In 1956 Rollins made his biggest move, joining the famous ensemble of Max Roach and Clifford Brown, then formed his own legendary pianoless trio with bassist Wilbur Ware or Donald Bailey and drummer Elvin Jones or Pete La Roca in 1957, doing recorded sessions at the Village Vanguard. Awards came from Down Beat and Playboy magazines, and recordings were done mainly for the Prestige and Riverside labels, but also for Verve, Blue Note, Columbia, and Contemporary Records, all coinciding with the steadily rising star of Rollins. Pivotal albums such as Tenor Madness (with John Coltrane), Saxophone Colossus (with longstanding partner Tommy Flanagan), and Way Out West (with Ray Brown and Shelly Manne), and collaborations with the Modern Jazz Quartet, Clark Terry, and Sonny Clark firmly established Rollins as a bona fide superstar. He also acquired the nickname "Newk" for his facial resemblance to Brooklyn/Los Angeles Dodgers pitcher Don Newcombe.
But between 1959 and 1961 he sought a less superficial, more spiritual path to the rat race society of the times, visiting Japan and India, studying yoga and Zen. He left the music business until 1962, when he returned with the groundbreaking and in many ways revolutionary recording The Bridge with guitarist Jim Hall for the RCA Victor/Bluebird label. Rollins struck up a working relationship with trumpeter Don Cherry; did a handful of innovative LPs for the RCA Victor, MGM/Metro Jazz, and Impulse! labels; did one record with his hero Coleman Hawkins; and left the scene again in 1968. By 1971 he came back with a renewed sense of vigor and pride, and put out a string of successful records for the Milestone label that bridged the gap between the contemporary and fusion jazz of the time, the most memorable being his live date from the 1974 Montreux Jazz Festival, The Cutting Edge. Merging jazz with calypso, light funk, and post-bop, the career of Rollins not only was revived, but thrived from then onward. He was a member of the touring Milestone Jazz Stars in 1978 with McCoy Tyner and Ron Carter, and gained momentum as a touring headliner and festival showstopper.

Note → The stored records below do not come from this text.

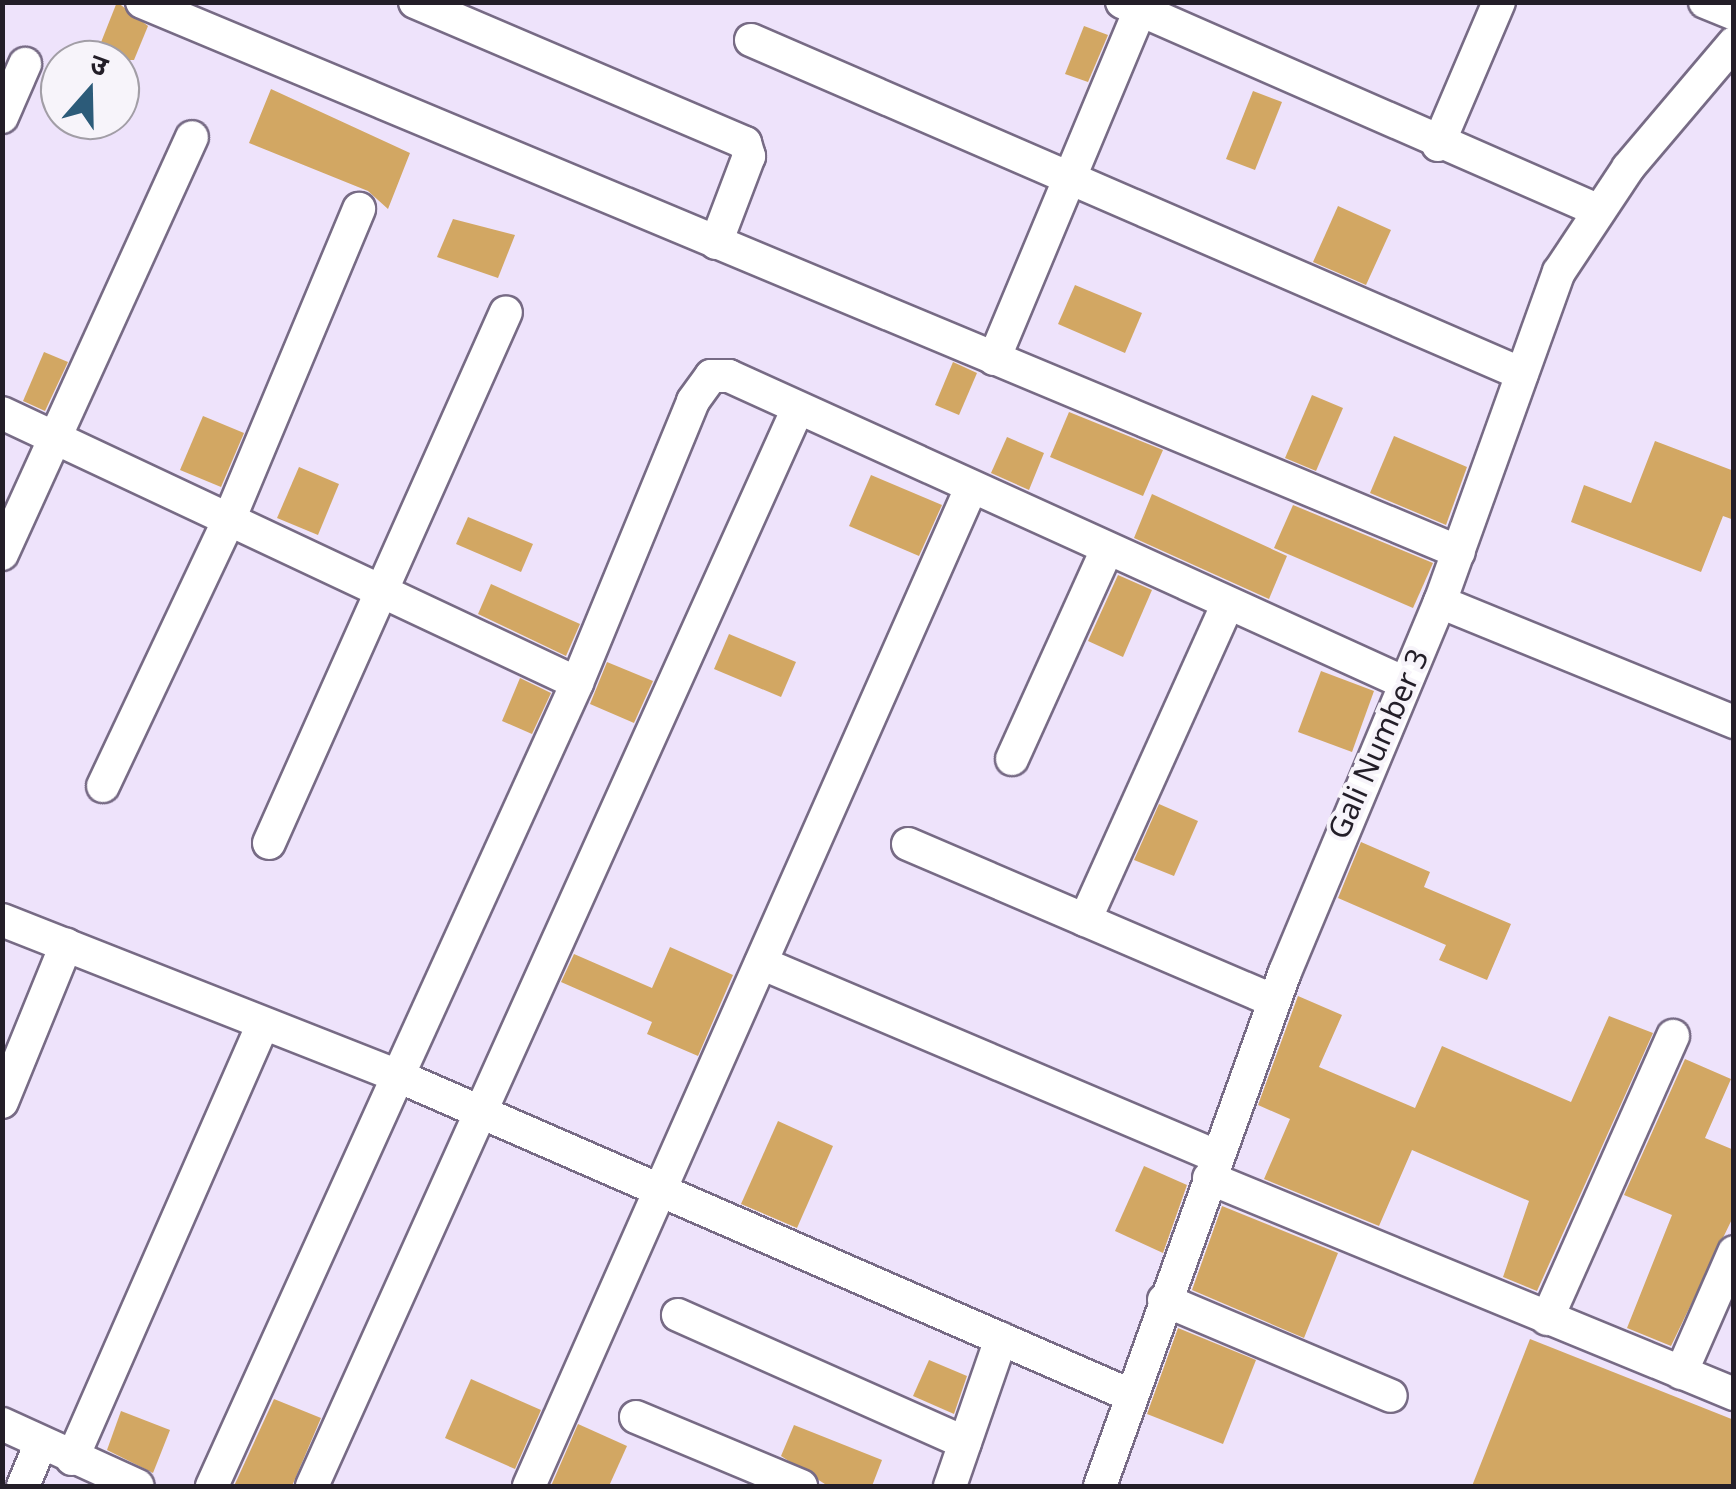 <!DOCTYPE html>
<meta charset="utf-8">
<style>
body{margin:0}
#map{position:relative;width:1736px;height:1489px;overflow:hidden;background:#eee3fb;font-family:"Noto Sans","Noto Sans Devanagari",sans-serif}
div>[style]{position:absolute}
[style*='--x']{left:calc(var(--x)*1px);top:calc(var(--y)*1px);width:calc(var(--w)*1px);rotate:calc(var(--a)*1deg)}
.building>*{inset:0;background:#d2a763}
.roads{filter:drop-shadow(2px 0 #776b85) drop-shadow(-2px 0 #776b85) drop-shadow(0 2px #776b85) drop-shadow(0 -2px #776b85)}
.street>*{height:32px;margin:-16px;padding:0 16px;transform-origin:16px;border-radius:16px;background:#fff}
span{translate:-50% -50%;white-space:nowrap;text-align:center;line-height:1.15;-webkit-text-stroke:8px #f7f4fa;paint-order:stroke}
.street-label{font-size:30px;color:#231e28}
.frame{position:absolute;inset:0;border:5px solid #231e28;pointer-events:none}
.north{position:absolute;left:40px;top:40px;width:100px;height:100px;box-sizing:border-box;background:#f7f4fa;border:2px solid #a29ea6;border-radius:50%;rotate:20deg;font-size:28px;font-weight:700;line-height:40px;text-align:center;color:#231e28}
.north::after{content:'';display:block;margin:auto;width:35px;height:45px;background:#2c5b79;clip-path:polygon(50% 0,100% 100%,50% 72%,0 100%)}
</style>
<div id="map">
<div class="building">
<i style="clip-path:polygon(117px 2px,148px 26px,134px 60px,94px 60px)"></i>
<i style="clip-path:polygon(1084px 26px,1108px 35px,1088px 82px,1065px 74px)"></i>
<i style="clip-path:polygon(271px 89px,410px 153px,388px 209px,368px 191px,249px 143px)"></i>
<i style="clip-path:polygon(1253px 91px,1282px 102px,1255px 170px,1226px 159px)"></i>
<i style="clip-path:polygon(1338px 206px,1391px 230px,1366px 285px,1313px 262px)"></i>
<i style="clip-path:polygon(453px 219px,515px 235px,498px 278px,437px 257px)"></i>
<i style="clip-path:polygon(1075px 285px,1142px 313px,1125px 353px,1058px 324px)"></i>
<i style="clip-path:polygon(44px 352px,68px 362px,45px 411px,23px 401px)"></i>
<i style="clip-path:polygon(953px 362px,977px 373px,959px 415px,935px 405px)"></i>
<i style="clip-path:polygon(1312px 395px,1343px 408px,1316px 471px,1285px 458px)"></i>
<i style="clip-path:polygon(1069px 412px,1163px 450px,1143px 496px,1050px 457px)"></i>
<i style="clip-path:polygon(203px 416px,244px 433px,221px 487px,180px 470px)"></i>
<i style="clip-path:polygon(1394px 436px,1467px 467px,1446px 525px,1370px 493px)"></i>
<i style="clip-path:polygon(1007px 437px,1044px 453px,1029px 490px,991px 473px)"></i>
<i style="clip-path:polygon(1655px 441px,1734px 471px,1734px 520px,1723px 516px,1701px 572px,1571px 522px,1584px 485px,1631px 503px)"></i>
<i style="clip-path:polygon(299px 467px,339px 484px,318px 535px,277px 518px)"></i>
<i style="clip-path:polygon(871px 475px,942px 505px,919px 556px,849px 526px)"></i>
<i style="clip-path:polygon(1152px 494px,1287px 556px,1269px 599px,1134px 538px)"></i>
<i style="clip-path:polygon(1293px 505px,1433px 563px,1413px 608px,1274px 548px)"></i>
<i style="clip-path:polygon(468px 517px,533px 544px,521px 572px,456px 544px)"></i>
<i style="clip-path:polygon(1118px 575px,1152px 590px,1123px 657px,1088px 641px)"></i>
<i style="clip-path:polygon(491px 584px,580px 624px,566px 656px,478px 614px)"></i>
<i style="clip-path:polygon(729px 634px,796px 662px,781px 697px,714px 669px)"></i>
<i style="clip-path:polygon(607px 662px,653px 681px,634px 723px,590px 704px)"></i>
<i style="clip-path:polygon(1321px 671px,1374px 691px,1352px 752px,1298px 732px)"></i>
<i style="clip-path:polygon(520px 678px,551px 693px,532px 734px,502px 721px)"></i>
<i style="clip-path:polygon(1159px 804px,1198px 821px,1174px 876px,1134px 860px)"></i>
<i style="clip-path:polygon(1361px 842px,1430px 872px,1424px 887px,1511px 924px,1487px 980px,1439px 960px,1446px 945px,1338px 898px)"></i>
<i style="clip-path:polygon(670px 947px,733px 975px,698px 1056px,647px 1034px,652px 1022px,561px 982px,574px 954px,652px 988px)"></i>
<i style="clip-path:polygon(1298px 996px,1342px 1015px,1319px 1067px,1415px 1108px,1442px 1046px,1571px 1102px,1609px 1016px,1653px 1033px,1537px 1291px,1503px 1277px,1529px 1201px,1412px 1150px,1379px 1226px,1264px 1179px,1290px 1119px,1258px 1105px)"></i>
<i style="clip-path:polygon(1685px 1059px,1731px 1079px,1705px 1138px,1734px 1150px,1734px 1215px,1671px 1346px,1627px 1328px,1672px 1215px,1624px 1195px)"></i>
<i style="clip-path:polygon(778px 1121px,833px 1146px,797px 1228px,741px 1204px)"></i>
<i style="clip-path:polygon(1144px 1166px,1187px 1185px,1163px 1253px,1115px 1231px)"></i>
<i style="clip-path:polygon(1222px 1206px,1338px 1253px,1304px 1338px,1192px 1290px)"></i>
<i style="clip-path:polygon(1178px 1328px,1256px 1360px,1223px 1444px,1147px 1414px)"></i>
<i style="clip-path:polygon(1530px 1339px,1734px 1420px,1734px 1486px,1472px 1486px)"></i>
<i style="clip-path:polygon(929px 1360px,967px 1376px,954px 1414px,913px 1396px)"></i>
<i style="clip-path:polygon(471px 1379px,541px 1410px,515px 1469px,445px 1438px)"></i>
<i style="clip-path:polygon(274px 1399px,321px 1418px,292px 1486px,234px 1486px)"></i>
<i style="clip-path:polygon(121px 1411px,170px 1430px,153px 1473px,107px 1450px)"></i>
<i style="clip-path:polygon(578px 1424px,627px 1446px,609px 1486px,551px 1486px)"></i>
<i style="clip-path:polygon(794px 1425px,882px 1460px,872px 1486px,828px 1486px,781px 1456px)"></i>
</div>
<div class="roads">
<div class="street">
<i style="--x:142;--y:2;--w:1427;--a:22.67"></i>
<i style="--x:415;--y:2;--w:359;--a:23.1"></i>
<i style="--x:745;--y:143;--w:14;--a:73"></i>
<i style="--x:749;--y:156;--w:93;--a:110.8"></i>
<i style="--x:1122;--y:2;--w:519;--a:23.65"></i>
<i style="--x:1705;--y:2;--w:31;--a:22"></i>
<i style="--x:751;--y:40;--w:840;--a:23.42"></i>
<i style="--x:2;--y:117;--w:58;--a:-66.5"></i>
<i style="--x:1438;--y:145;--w:155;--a:-66.9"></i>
<i style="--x:994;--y:359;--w:387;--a:-67.3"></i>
<i style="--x:2;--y:413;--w:635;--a:25.15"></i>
<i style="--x:577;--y:683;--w:305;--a:-67.6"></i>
<i style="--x:693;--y:401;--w:31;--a:-54"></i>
<i style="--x:711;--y:376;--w:18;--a:0"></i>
<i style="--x:729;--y:376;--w:742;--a:24.42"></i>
<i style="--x:2;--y:554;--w:458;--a:-65.5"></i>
<i style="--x:1440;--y:602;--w:318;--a:22.2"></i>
<i style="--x:1012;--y:759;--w:230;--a:-65.6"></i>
<i style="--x:103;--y:786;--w:300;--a:-64.7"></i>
<i style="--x:231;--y:515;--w:332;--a:-67.3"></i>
<i style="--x:269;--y:843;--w:581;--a:-65.95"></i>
<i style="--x:908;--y:844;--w:398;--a:23.2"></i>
<i style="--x:2;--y:920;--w:426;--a:21.5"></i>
<i style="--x:398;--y:1076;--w:432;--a:-65.5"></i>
<i style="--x:1085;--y:920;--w:347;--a:-65.7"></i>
<i style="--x:761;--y:963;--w:496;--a:23"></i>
<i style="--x:2;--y:1102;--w:170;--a:-67.8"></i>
<i style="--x:1209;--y:1178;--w:568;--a:22.36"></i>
<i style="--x:1164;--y:1300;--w:246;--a:22.9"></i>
<i style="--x:678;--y:1315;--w:314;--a:24"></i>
<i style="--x:1547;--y:1319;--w:310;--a:-66"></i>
<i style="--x:1681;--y:1373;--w:132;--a:-66.3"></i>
<i style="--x:636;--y:1417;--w:179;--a:22.7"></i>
<i style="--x:2;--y:1424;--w:149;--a:24.5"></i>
<i style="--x:72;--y:1459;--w:475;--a:-66.3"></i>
<i style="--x:23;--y:1486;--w:47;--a:-67.3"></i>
<i style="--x:212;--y:1486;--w:450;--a:-65.6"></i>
<i style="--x:398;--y:1076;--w:798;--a:23.55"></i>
<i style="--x:312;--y:1486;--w:1182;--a:-65.73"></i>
<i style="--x:529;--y:1486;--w:1091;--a:-66.11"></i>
<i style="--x:950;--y:1486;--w:156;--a:-70.9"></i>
<i style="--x:1100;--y:1486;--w:546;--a:-70.21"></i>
<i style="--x:1285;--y:972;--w:401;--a:-67.3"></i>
<i style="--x:1440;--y:602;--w:351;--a:-70.2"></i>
<i style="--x:1559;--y:272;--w:125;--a:-56.4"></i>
<i style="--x:1628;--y:168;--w:164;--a:-49.7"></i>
</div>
</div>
<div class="street-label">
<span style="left:1378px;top:744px;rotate:-66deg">Gali Number 3</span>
</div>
<div class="frame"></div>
<div class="north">उ</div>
</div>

His finest Milestone recordings of the second half of his career include Easy Living, Don't Stop the Carnival, G-Man, Old Flames, Plus Three, Global Warming, This Is What I Do, and Without a Song: The 9/11 Concert. He has worked extensively with road and recording bands that have included such artists as electric bass guitarist Bob Cranshaw; trombonist Clifton Anderson; pianists Tommy Flanagan and Stephen Scott; keyboardist Mark Soskin; guitarists Bobby Broom and Jerome Harris; percussionist Kimati Dinizulu; and drummers Jack DeJohnette, Perry Wilson, Steve Jordan, and Al Foster. Rollins formed his own record label, Doxy, through which he issued the CD Sonny, Please in 2006. Well into his eighth decade of life, Rollins continued to perform worldwide. As a composer, he will always be known for three memorable melodies that have become standards and well-recognized tunes in the jazz canon -- "Oleo," "Airegin," and especially "St. Thomas." (Michael G. Nastos). Source: Blue Note Records.